Comment by 827a
24 days ago
I don't know. We invented machines that can answer arbitrary questions and are quickly demonstrating the ability to answer questions no human has been able to answer. We're sending more rockets to space in a week than we have in the prior decade. My car can drive itself. We experienced a global pandemic and within six months engineered and scaled the mass production of a vaccine to mitigate it. We also just invented a weekly shot that nearly cures the most common cause of non-natural death. All of these things are new in the past ~five years. There is no definition you can invent that does not classify the times we are living in, right now, as the most impactful ever, in human history.
> quickly demonstrating the ability to answer questions no human has been able to answer.
Such as?
5.5 Pro has been leveraged to solve at least two previously-unsolved Erdos problems [1]. Whether these were unsolved due to being seriously untried by humanity, or because of their difficulty, isn't relevant; no human proved able to answer them, while our synthetic intelligence systems did.
In my personal life, I have leveraged these systems to design code that I don't believe I would ever have been able to designed.
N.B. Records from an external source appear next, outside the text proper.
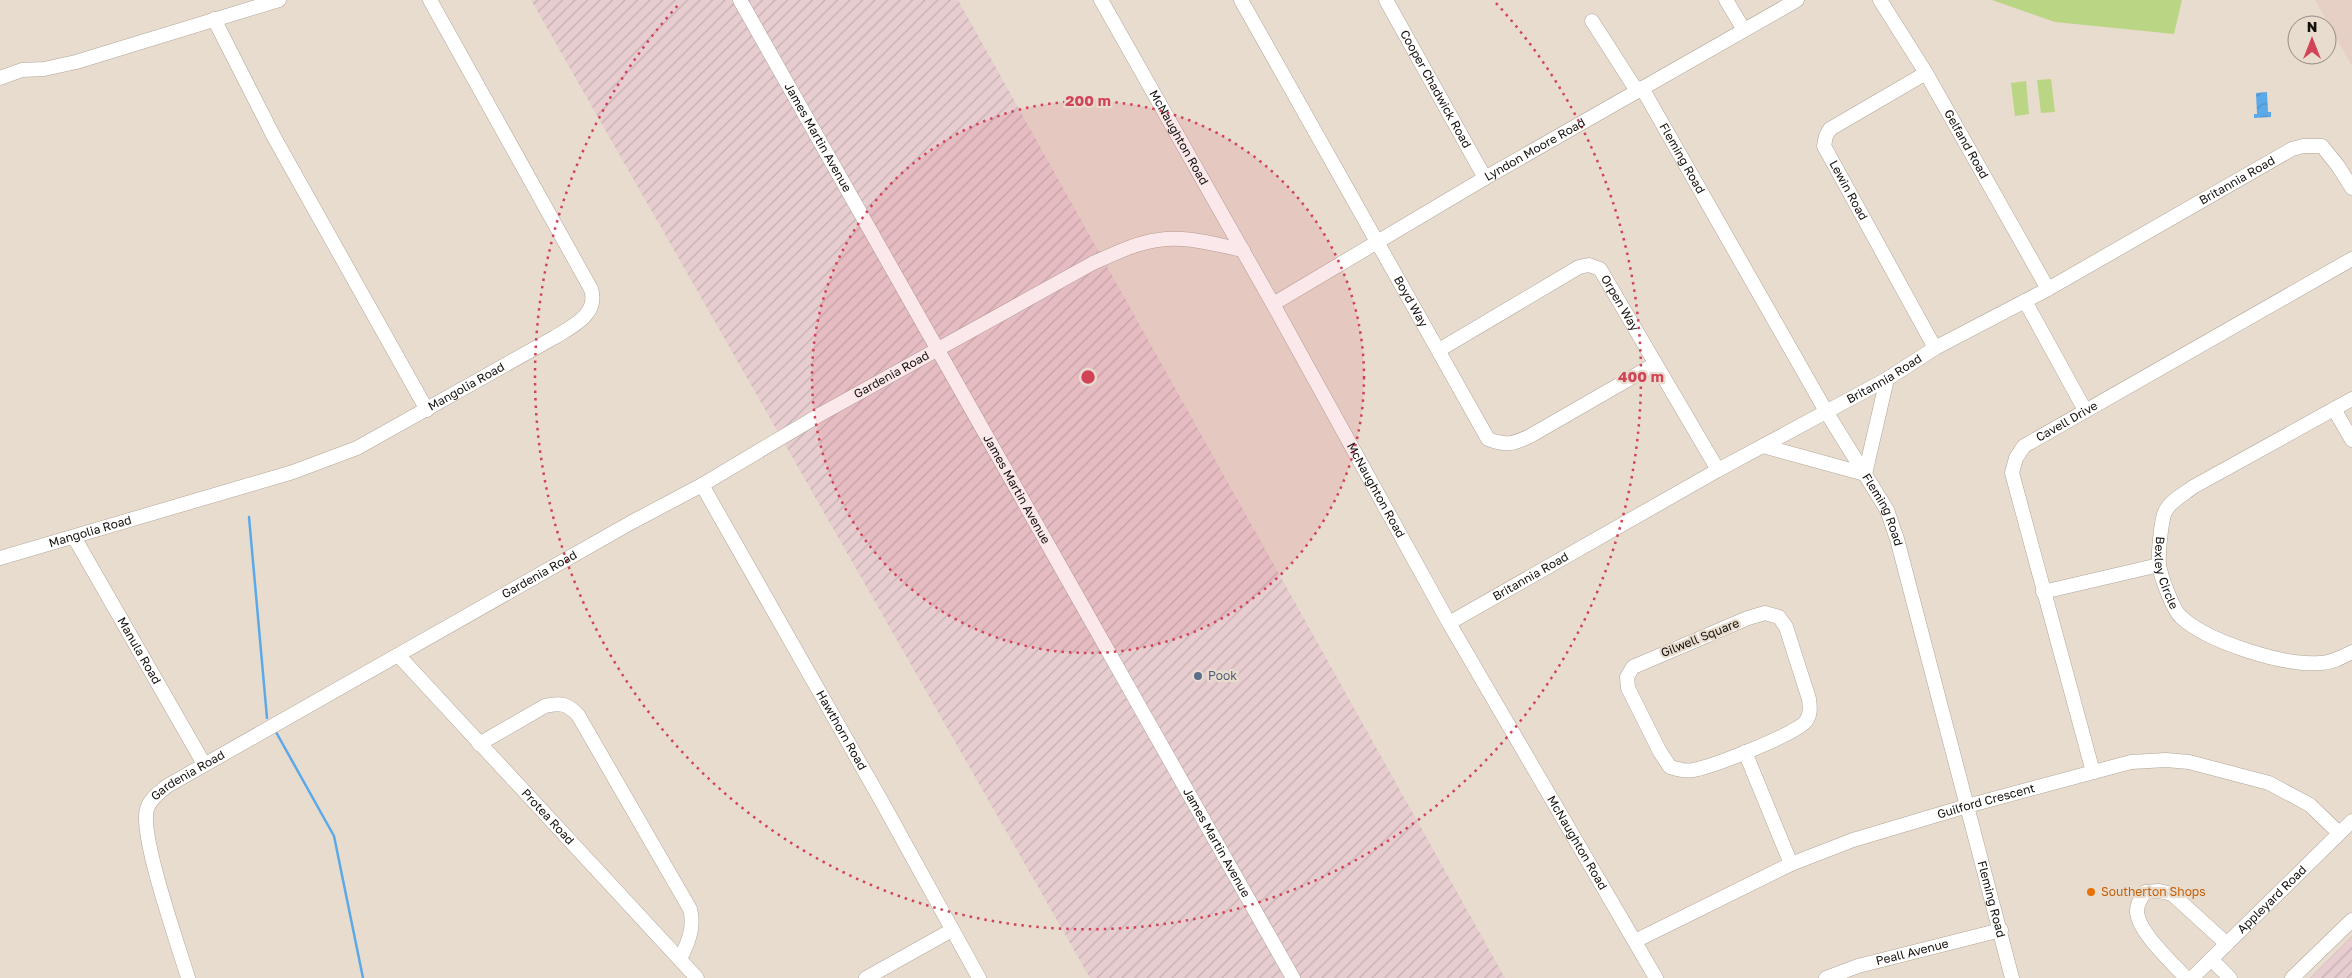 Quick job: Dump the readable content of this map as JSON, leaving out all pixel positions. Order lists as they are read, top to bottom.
{
  "streets": {
    "street": [
      "Cooper Chadwick Road",
      "James Martin Avenue",
      "McNaughton Road",
      "Gelfand Road",
      "Lyndon Moore Road",
      "Fleming Road",
      "Britannia Road",
      "Lewin Road",
      "Boyd Way",
      "Orpen Way",
      "Gardenia Road",
      "Mangolia Road",
      "Cavell Drive",
      "Bexley Circle",
      "Gilwell Square",
      "Manula Road",
      "Hawthorn Road",
      "Guilford Crescent",
      "Protea Road",
      "Appleyard Road",
      "Peall Avenue"
    ]
  },
  "crossings": [
    ["Cooper Chadwick Road", "Lyndon Moore Road"],
    ["James Martin Avenue", "Gardenia Road"],
    ["McNaughton Road", "Lyndon Moore Road"],
    ["McNaughton Road", "Britannia Road"],
    ["McNaughton Road", "Gardenia Road"],
    ["McNaughton Road", "Guilford Crescent"],
    ["Gelfand Road", "Britannia Road"],
    ["Gelfand Road", "Lewin Road"],
    ["Lyndon Moore Road", "Fleming Road"],
    ["Lyndon Moore Road", "Boyd Way"],
    ["Fleming Road", "Britannia Road"],
    ["Fleming Road", "Guilford Crescent"],
    ["Fleming Road", "Peall Avenue"],
    ["Britannia Road", "Lewin Road"],
    ["Britannia Road", "Orpen Way"],
    ["Boyd Way", "Orpen Way"],
    ["Gardenia Road", "Manula Road"],
    ["Gardenia Road", "Hawthorn Road"],
    ["Gardenia Road", "Protea Road"],
    ["Mangolia Road", "Manula Road"],
    ["Cavell Drive", "Guilford Crescent"],
    ["Guilford Crescent", "Appleyard Road"]
  ],
  "places": ["Pook", "Southerton Shops"],
  "north": "top",
  "rings": ["200 m", "400 m"]
} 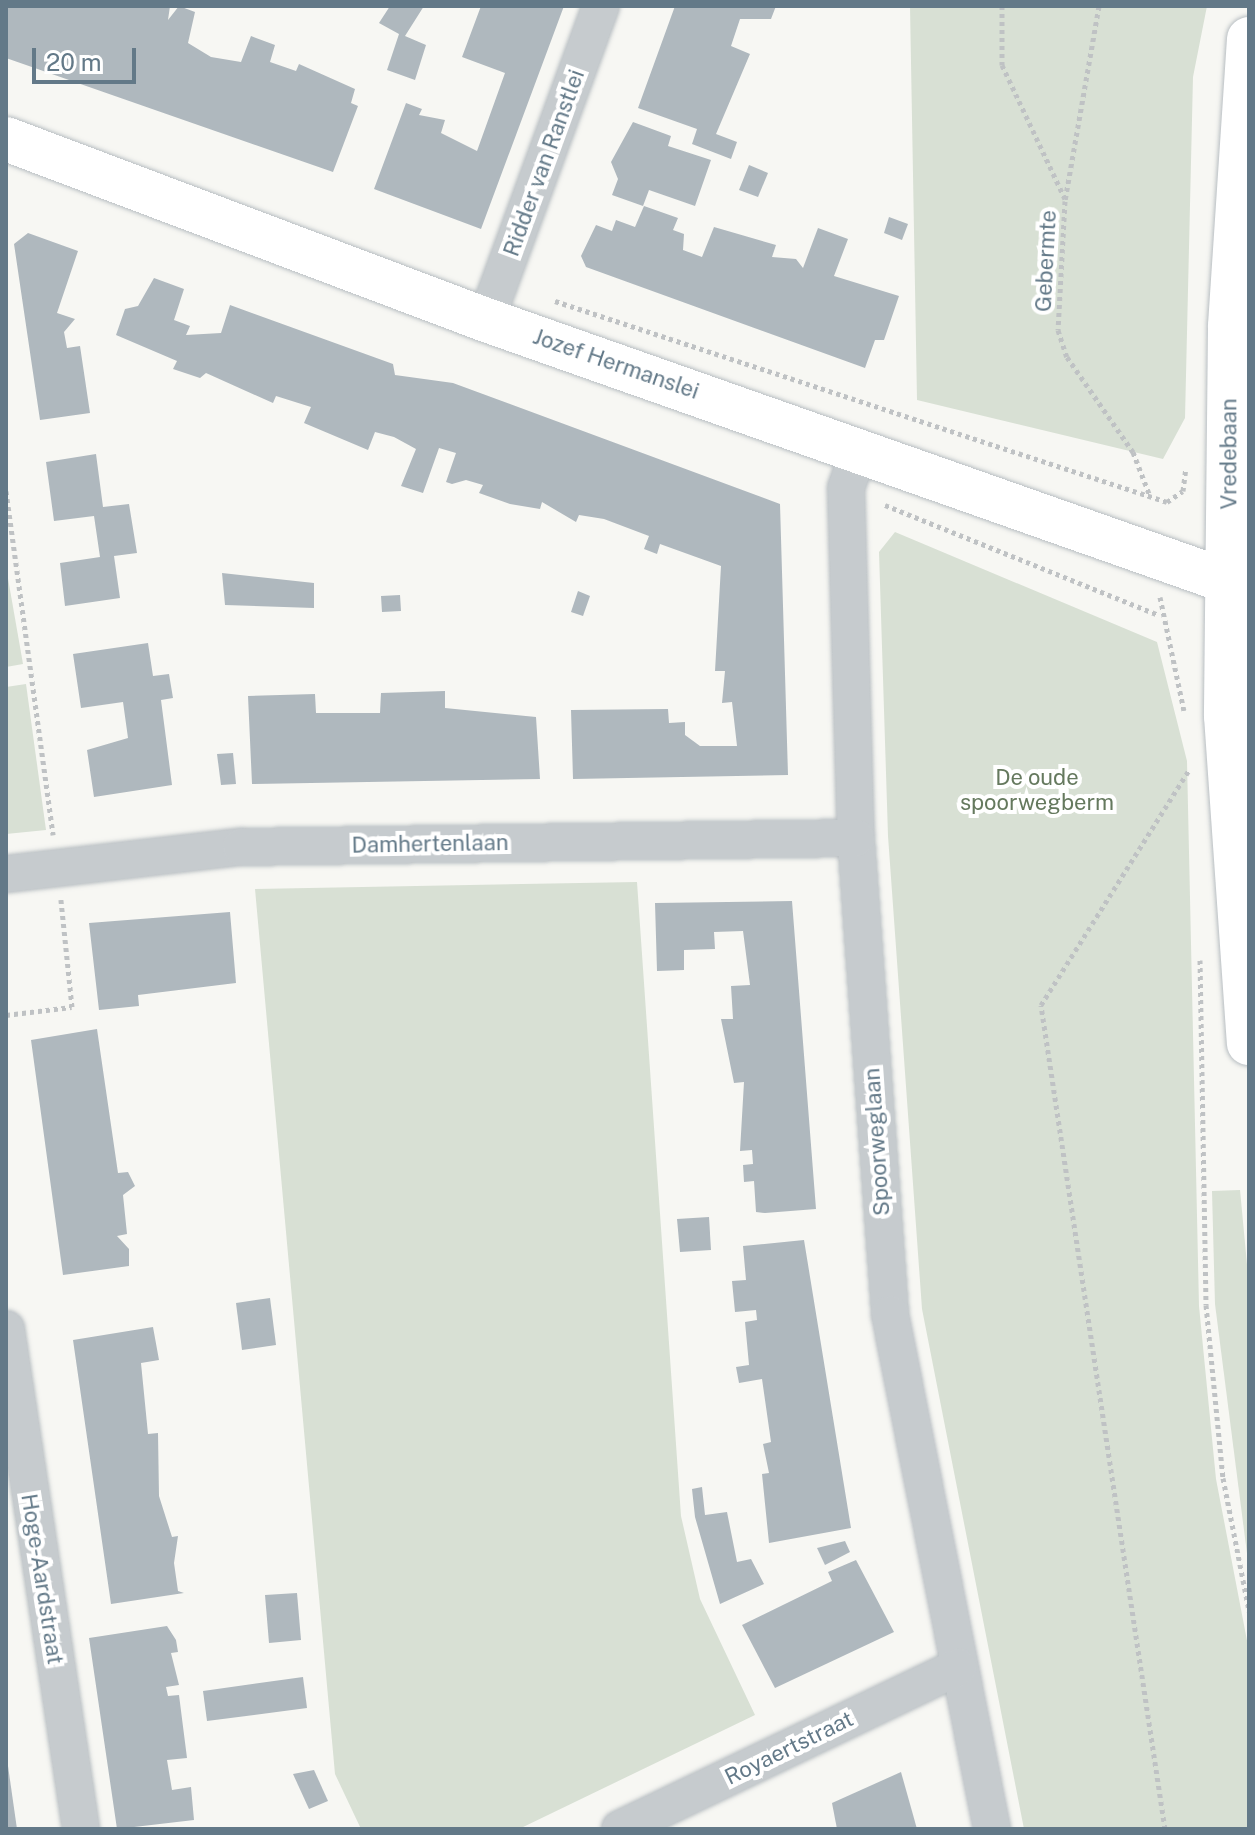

And, because no other human may attempt to, this means the same thing: That no human would have been able to do it. Things like reverse-engineering niche APIs and digging into binary files to diagnose weird format conversion issues.
[1] https://x.com/DavidTurturean/status/2054942008817451195
> Whether these were unsolved due to being seriously untried by humanity, or because of their difficulty, isn't relevant
That seems very relevant to my evaluation. I can pull out my calculator right now and solve a problem no human ever has.